START PROVIDED INFORMATION

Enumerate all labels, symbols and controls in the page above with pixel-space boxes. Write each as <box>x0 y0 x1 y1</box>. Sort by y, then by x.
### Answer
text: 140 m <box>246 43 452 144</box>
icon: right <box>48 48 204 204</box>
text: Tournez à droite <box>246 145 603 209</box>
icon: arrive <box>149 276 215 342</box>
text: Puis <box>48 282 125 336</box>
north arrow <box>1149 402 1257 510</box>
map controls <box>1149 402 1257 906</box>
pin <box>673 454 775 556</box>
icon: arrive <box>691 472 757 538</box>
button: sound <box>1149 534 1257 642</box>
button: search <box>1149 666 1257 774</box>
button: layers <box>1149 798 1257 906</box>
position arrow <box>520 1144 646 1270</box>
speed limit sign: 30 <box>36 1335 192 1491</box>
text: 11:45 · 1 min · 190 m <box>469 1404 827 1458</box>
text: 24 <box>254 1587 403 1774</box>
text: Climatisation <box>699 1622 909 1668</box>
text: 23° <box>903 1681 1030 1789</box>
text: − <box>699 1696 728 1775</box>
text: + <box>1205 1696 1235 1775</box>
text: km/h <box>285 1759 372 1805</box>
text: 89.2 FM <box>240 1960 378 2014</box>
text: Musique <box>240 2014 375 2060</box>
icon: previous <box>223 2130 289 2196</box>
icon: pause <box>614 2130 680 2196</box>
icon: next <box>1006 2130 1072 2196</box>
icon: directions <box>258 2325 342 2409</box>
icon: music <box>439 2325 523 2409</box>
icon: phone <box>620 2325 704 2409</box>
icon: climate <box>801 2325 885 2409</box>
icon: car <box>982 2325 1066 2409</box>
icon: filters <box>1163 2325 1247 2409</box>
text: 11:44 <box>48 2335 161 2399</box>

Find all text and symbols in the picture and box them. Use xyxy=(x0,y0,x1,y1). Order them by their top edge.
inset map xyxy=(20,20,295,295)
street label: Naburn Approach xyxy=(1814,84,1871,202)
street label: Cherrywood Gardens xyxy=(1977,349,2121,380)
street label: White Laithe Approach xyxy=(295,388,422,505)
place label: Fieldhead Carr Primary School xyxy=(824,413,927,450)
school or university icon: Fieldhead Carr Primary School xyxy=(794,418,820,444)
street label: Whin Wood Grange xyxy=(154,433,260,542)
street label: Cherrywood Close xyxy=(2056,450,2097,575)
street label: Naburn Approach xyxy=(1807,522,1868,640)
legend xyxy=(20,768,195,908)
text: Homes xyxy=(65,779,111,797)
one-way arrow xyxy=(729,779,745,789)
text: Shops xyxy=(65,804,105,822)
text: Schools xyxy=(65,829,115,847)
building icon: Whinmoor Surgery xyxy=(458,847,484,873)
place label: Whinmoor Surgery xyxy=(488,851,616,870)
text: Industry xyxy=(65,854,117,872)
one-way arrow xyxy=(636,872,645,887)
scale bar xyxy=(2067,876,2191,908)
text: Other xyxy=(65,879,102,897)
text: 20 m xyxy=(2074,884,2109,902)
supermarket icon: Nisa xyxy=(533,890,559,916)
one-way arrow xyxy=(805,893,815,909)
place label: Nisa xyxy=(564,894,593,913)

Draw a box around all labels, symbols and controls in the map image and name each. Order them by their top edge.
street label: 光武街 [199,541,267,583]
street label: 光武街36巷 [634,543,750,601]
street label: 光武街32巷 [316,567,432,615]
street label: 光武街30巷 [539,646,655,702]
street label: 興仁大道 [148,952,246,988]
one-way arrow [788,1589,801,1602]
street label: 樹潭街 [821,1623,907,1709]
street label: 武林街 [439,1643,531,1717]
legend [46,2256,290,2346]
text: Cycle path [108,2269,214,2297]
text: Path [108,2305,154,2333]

END PROVIDED INFORMATION

(ACTION ITEM) If a line in the entries holds the string "Cherrywood", copy it.

(OUTPUT BELOW)
street label: Cherrywood Gardens xyxy=(1977,349,2121,380)
street label: Cherrywood Close xyxy=(2056,450,2097,575)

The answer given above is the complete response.